En conséquence, le jugement sera confirmé en ce qu'il a ordonné l'expulsion sous astreinte et autorisé le recours à la force publique.
IV - Sur la demande de provision
A titre liminaire, la cour rappelle qu'elle n'est saisie d'aucune demande au titre de l'état des lieux suite au départ de la SCEA, le chiffrage des demandes des cédants ne sollicitant à cet égard qu'une somme au titre de la perte de stock.
Dans ces conditions, la cour n'a pas à répondre aux développements des parties concernant l'état des bêtes, des bâtiments, l'effectif de bovins ou le transfert des DPE, lesquels ne viennent pas au soutien d'une prétention.
Au contraire, il n'est pas contestable que l'occupation sans titre ni versement quelconque pendant quasiment deux ans a causé un préjudice constitué en la perte de loyer, aux frais d'assurance exposés, en une usure du matériel et la perte des intérêts sur le prix de vente.
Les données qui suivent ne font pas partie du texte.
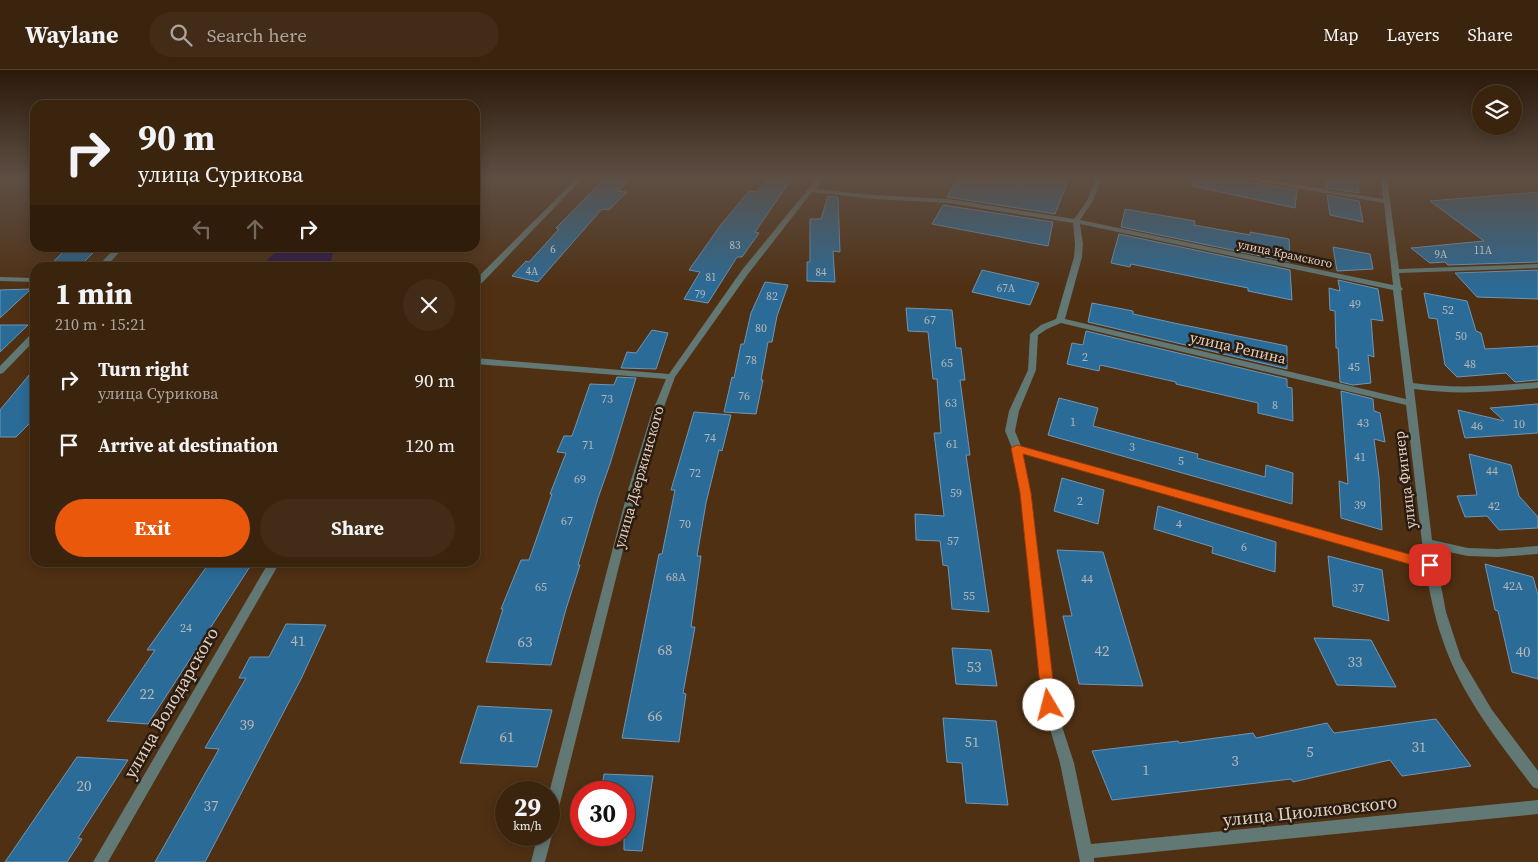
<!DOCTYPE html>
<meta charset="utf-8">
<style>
:root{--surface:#3b240e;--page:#422c17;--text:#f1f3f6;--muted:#aca49e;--line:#54412e;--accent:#ea580c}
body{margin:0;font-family:"Source Serif 4",serif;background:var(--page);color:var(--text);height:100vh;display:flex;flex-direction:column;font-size:19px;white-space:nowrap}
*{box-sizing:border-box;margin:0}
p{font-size:16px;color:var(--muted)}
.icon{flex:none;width:28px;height:28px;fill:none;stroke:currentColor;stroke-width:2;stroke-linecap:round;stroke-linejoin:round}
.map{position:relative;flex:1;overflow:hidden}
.panel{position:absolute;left:30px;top:192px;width:450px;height:305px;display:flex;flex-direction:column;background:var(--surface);border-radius:15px;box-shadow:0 2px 12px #0003,0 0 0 1px var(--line)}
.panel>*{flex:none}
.hud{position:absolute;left:30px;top:30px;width:450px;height:152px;border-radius:15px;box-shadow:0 2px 12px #0003,0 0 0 1px var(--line);background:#3b240e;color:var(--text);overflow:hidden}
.tools{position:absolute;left:1472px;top:15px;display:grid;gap:10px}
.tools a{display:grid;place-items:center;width:50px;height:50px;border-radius:50%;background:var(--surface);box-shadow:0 2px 12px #0003,0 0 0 1px var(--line);font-size:25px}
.speed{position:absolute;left:495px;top:711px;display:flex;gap:10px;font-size:25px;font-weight:700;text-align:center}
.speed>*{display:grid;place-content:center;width:65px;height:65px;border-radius:50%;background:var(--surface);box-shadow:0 2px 12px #0003,0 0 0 1px var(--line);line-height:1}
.speed small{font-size:12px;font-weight:400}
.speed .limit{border:8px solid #d22;background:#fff;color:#111}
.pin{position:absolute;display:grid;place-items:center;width:42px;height:42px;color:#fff;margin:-21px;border-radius:10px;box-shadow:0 2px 8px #0006}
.me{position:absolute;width:55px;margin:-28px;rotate:352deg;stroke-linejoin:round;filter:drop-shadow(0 0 4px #0008)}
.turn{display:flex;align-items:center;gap:18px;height:105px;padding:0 25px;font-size:22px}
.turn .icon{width:65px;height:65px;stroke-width:2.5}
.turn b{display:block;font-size:35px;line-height:42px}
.lanes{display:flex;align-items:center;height:48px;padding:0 25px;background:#0003;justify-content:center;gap:25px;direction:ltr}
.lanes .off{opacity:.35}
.round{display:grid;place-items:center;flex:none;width:52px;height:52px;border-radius:26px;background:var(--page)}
.headline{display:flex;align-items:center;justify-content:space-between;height:85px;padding:0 25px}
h1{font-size:30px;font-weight:700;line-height:38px}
.primary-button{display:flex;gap:10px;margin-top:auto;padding:10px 25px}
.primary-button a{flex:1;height:58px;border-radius:30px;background:var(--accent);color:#fff;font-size:20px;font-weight:700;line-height:58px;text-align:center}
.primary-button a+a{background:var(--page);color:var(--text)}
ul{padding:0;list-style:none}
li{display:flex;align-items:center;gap:15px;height:65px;padding:0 25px}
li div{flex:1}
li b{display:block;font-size:19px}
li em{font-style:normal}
header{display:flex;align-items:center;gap:30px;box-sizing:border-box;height:70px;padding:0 25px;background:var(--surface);border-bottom:1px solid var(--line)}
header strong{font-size:24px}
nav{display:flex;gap:28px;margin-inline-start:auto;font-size:18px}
.search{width:350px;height:45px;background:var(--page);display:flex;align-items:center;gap:12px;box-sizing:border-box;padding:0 18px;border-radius:28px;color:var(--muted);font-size:19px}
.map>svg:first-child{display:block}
</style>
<header>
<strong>Waylane</strong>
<div class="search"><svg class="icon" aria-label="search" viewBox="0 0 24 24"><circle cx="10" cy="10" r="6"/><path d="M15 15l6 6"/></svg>Search here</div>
<nav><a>Map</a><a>Layers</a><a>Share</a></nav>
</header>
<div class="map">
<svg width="1538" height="792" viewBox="0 0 1538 792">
<rect width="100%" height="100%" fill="#4f3013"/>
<path fill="#2e154a" d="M292,178c15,-1 28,2 42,0l-4,18 2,1h-73l16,-14z"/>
<path fill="#2b6b97" stroke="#6f96b4" d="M605,108h26l-13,13 9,1 -18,18 -7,-1 -64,73 -26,-6 14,-15 3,1 30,-33 -3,-1z
M769,108h23l-37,54 4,1 -17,24h-5l-29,46 -24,-4 16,-27 -11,-2 31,-44 29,-35 8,1z
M958,108l27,5 2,-5h82l-14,36 -108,-17z
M1192,108h51l5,4 49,8 -2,18 -103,-22z
M1325,108h33l1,15 -33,-5z
M1538,122v70l-90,3 -3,-3 -15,1 -19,-15 73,-7 -54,-40z
M1327,125l32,6 4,21 -33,-7z
M828,126l10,1 2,55 -7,-1 2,31 -28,-1v-19h3v-43h11z
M943,135l110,17 -5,24 -116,-22z
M1125,139l70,12 -1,4 56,10v-3l39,7 1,23 -169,-35z
M1119,164l171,36 2,30 -44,-9v-3l-117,-24 -1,3 -19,-4z
M1333,177l37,7 3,15 -36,2z
M67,178h31l-20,20h-31z
M982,200l57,13 -9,22 -58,-13z
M1538,200v29l-61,-2 -22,-24z
M1338,210l40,9 5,32 -12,-2 3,38 -6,-2 3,28 -18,2 -13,-3 -2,-34h-2l-1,-37 -5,-1 -1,-22 11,3z
M765,212l23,3 -11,31 -5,26h-4l-7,38h2l-7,34 -32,-2 8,-35 2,1 7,-34h3l7,-31z
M31,219l-31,29v-28z
M1424,223l43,8 9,30 5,2 4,16 53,-3v34l-23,2 -9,-9 -49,4 -12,-12 -8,-46 -8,-1z
M1092,233l41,8v3l41,9 113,23v23l-199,-47z
M906,238l46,2 4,38h5l4,32h-5l10,75h-4l23,157 -37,-3 -4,-43 -5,-1 -3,-24 -24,-1 -1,-26 29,2 -10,-83h7l-4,-54h-4l-5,-47 -20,-1z
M0,255h28l-28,27z
M652,260l16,3 -12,36 -35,-1 6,-16 9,1z
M1086,261l201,48v8l5,1 1,33 -35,-8v-10l-82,-19v-2l-76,-17 -1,6 -32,-7 5,-21 11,2z
M35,298v50l-19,19h-16v-27z
M617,307l19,1 -26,86 -12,34 -20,67h2l-14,44 -15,56 -65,-3 17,-53h-2l20,-49h8l23,-66h-2l16,-41 -9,-1 7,-16h8l18,-52 24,1z
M1341,321l32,8 1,12 6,2 5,29 -11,-3 5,38 3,53 -41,-12 -2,-37 9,3z
M1059,328l39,10 -5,18 105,28 -1,4 68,19 1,-12 27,8 -1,31 -244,-69z
M1538,334v29l-73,5 -1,-3 -6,-25 46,11 -14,-13z
M694,342l37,3 -9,36 -3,-1 -13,53 -9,53h4l-10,71h4l-12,66 3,1 -7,48 -57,-4 37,-184h3l13,-64h-4z
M1469,384l42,11 8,31 19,21v11l-39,2 -12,-14 -22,1 -8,-21 20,-1z
M1062,408l42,12 -6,34 -44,-13z
M1158,436l118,36 -1,30 -63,-19 1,-6 -59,-18z
M1057,480l46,2 40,134 -64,-2 -16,-68h9z
M1328,486l54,14 7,51 -56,-15z
M210,492h43l-105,162 -41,-3 48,-71h-8z
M1485,494l48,13 5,18v84l-26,-7 -14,-61 -3,-1z
M286,554l40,1 -25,54 -96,183h-50l64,-113 -14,-1 41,-70h-7l11,-21h19z
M1314,568l57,2 25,47 -59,-2z
M952,578l39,2 6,36 -41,-2z
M478,636l74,4 -15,57 -77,-4z
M943,648l53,3 12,84 -42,-2 -4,-40 -15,-1z
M1436,649l35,47 -69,10 -12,-16 -97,22 -2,-3 -179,21 -20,-49 86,-10 1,2 74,-10 3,5 71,-15 7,10z
M77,687l51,3 -50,78 4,1 -15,23h-62z
M604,704l49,2 -11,75 -18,-1v-58h-23z"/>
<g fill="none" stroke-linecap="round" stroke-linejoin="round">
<path fill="#617874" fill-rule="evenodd" d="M577,108h6l-105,109h-3v-7z
M817,108h6l-8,11 59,6 74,4 126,20 13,-18 9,-23h6l-9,23 -13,19 313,65 -9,-82 -136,-23 -3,-2h13l125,21 -2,-21h6l12,91 139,-5v4l-139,5 2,14 2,2 -2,2 12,92c42,6 83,3 125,-1v6c-42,4 -83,7 -124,1l18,151 36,8 30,1 40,-3v8l-40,3 -30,-1 -34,-7 12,63 15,46 31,52 46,61v18l-5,-2c-35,-46 -73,-93 -91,-149 -8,-22 -12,-46 -17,-70l-402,-115 7,40 25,212 19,58 17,81 447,-44v14l-444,44v4h-14l-20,-99 -17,-58 -23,-212 -8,-45 -7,-17 4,-20 19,-41 2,-36 11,-9 15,-6 18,-62 1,-13 -2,-21 -125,-20 -74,-4 -62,-7 -64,82 -73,103 -14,38 -23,75 -82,329 -2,5 -5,2v-33l79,-303 23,-75 15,-36 -191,-15v-6l194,16 73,-104zM1080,154l313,66 13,109 -341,-80 17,-62 1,-13zM1061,253l345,82 18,154 -403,-113 -6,-15 4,-20 17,-41 2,-35 9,-6z
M115,178h8l-18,20h-9z
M0,207l35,1v4l-35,-1z
M35,262v8l-32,33 -3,1v-8l32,-33z
M269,492h11l-172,300h-15z
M549,759l3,6 -7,27h-14l7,-27h11z"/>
</g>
<linearGradient id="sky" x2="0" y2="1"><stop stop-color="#2b1a0a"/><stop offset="0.49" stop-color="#5d4e44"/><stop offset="1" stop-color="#5d4e44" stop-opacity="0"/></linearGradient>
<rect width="1538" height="219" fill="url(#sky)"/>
<path fill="#ea580c" stroke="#983908" d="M1017,375l413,115 4,2 2,3 -2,4 -4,1 -407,-116 8,39 25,212 -2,5 -5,2 -5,-2 -2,-5 -22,-212 -9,-45z"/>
<g text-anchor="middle" stroke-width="5" stroke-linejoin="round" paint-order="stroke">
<g font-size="11" fill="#b5b7b6">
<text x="735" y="179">83</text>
<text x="553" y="183">6</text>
<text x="1483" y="184">11А</text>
<text x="1441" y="188">9А</text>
<text x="532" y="205">4А</text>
<text x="821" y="206">84</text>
<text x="711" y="211">81</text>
<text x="1006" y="222">67А</text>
<text x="700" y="228">79</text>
</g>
<g font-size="12" fill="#e3d0c0" stroke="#2a1c10">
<text transform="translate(1285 184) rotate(12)" y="4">улица Крамского</text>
</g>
<g font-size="12" fill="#b5b7b6">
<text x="772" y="230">82</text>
<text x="1355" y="238">49</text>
<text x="1448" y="244">52</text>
<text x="930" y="254">67</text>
<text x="761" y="262">80</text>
<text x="1461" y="270">50</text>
<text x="1085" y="291">2</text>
<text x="751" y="294">78</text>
<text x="947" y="297">65</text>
<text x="1470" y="298">48</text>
<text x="1354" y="301">45</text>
<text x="744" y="330">76</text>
<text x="607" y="333">73</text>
<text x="951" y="337">63</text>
<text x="1275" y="339">8</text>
<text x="1073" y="356">1</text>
<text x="1363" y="357">43</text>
<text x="1519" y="358">10</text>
<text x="1477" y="360">46</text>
<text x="710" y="372">74</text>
<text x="952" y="378">61</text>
<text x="588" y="379">71</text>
<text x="1132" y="381">3</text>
<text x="1360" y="391">41</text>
<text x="1181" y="395">5</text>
<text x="1492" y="405">44</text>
<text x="695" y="407">72</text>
<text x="580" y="413">69</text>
<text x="956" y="427">59</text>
<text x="1080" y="435">2</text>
<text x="1360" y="439">39</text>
<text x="1494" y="440">42</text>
<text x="567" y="455">67</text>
<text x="685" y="458">70</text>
<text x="1179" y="458">4</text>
<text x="953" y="475">57</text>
<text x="1244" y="481">6</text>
<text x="676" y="511">68А</text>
<text x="1087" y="513">44</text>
<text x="1513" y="520">42А</text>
<text x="541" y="521">65</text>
<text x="1358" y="522">37</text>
<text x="969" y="530">55</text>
<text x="186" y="562">24</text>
</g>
<g font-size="15" fill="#e3d0c0" stroke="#2a1c10">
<text transform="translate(1238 278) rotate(13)" y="5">улица Репина</text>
<text transform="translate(639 407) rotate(-74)" y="5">улица Дзержинского</text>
<text transform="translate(1405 410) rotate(-97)" y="5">улица Фигнер</text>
</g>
<g font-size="15" fill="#b5b7b6">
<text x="298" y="576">41</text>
<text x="525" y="577">63</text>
<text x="665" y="585">68</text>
<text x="1102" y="586">42</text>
<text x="1523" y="587">40</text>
<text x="1355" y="597">33</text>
<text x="974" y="602">53</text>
<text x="147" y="629">22</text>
<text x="655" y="651">66</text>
<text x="247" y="660">39</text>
<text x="507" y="672">61</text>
<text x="972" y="677">51</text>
<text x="1419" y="682">31</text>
<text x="1310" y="687">5</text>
<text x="1235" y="696">3</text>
<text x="1146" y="705">1</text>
<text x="84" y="721">20</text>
<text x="211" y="741">37</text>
</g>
<g font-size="18" fill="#e3d0c0" stroke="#2a1c10">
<text transform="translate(171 633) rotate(-60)" y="6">улица Володарского</text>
<text transform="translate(1310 741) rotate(-6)" y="6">улица Циолковского</text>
</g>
</g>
</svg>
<div class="tools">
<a><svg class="icon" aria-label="layers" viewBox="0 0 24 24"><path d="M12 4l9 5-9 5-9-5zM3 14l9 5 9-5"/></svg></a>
</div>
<div class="speed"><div>29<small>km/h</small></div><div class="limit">30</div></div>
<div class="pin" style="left:1430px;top:495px;background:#d93025"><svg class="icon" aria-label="arrive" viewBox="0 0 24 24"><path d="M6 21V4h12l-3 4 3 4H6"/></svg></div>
<svg class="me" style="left:1049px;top:635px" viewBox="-20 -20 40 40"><circle r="19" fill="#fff"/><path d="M0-13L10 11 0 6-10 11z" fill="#ea580c"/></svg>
<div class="hud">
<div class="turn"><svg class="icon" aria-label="right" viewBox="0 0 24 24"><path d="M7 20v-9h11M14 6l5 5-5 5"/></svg><div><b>90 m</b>улица Сурикова</div></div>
<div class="lanes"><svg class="icon off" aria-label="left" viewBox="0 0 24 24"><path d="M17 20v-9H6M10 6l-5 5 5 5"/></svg><svg class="icon off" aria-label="ahead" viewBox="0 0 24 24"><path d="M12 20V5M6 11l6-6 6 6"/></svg><svg class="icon" aria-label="right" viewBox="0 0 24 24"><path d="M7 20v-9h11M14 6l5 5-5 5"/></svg></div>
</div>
<section class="panel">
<div class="headline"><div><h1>1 min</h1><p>210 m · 15:21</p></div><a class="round"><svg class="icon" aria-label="close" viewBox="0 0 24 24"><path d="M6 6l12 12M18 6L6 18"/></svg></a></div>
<ul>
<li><svg class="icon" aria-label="right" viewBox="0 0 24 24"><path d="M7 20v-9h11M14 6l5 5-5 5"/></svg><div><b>Turn right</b><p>улица Сурикова</p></div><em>90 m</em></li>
<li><svg class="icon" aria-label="arrive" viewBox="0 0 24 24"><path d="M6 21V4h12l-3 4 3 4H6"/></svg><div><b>Arrive at destination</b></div><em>120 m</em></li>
</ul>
<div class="primary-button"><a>Exit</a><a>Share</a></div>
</section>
</div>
Aucun préjudice de principe ne peut être retenu s'agissant du stock à ce stade de l'appel d'une ordonnance de référé alors que les cédants ne justifient pas d'un état des lieux de ce stock à la prise de possession.
Par ailleurs, les cédants ont incontestablement subi un préjudice moral important du fait de l'attente non fructueuse de la réalisation de la vente, des promesses de paiement non réalisées mais également du stress causé par la situation.
En conséquence, la provision a valablement été évaluée à la somme de 50 000 € par le premier juge de sorte que le jugement entrepris sera confirmé sur ce point.
V - Sur les dépens et les frais irrépétibles
La SCEA succombant en son appel, le jugement sera confirmé en ses dispositions au titre des dépens et frais irrépétibles de première instance et la cour, y ajoutant, condamnera la SCEA aux entiers dépens de la procédure d'appel et à verser aux cédants, d'une part, à la SAFER, d'autre part, la somme de 3 000 euros chacun sur le fondement de l'article 700 du code de procédure civile.
La SCEA sera en outre déboutée de sa demande au titre des frais irrépétibles.
PAR CES MOTIFS,
La cour,
DEBOUTE la Société Civile d'Exploitation Agricole [F] [Localité 3] de sa demande de nullité de l'ordonnance ;
DECLARE les demandes de l'EARL [M] recevables ;
CONFIRME l'ordonnance entreprise en toutes ses dispositions soumises à la cour ;
Y ajoutant ;
CONDAMNE la Société Civile d'Exploitation Agricole [F] [Localité 3] aux dépens d'appel ;
CONDAMNE la Société Civile d'Exploitation Agricole [F] [Localité 3] à verser à M. [Y] [M], Mme [Q] [T] épouse [M] ès noms et ès qualités de liquidateurs amiables de l'EARL [M] la somme globale de 3 000 euros sur le fondement des dispositions de l'article 700 du code de procédure civile au titre des frais irrépétibles exposés en cause d'appel ;
CONDAMNE la Société Civile d'Exploitation Agricole [F] [Localité 3] à verser à la Société d'Aménagement Foncier et d'Etablissement Rural Pays de la [Localité 5] la somme de 3 000 euros sur le fondement des dispositions de l'article 700 du code de procédure civile au titre des frais irrépétibles exposés en cause d'appel ;
DEBOUTE la Société Civile d'Exploitation Agricole [F] [Localité 3] de sa demande au titre des frais irrépétibles.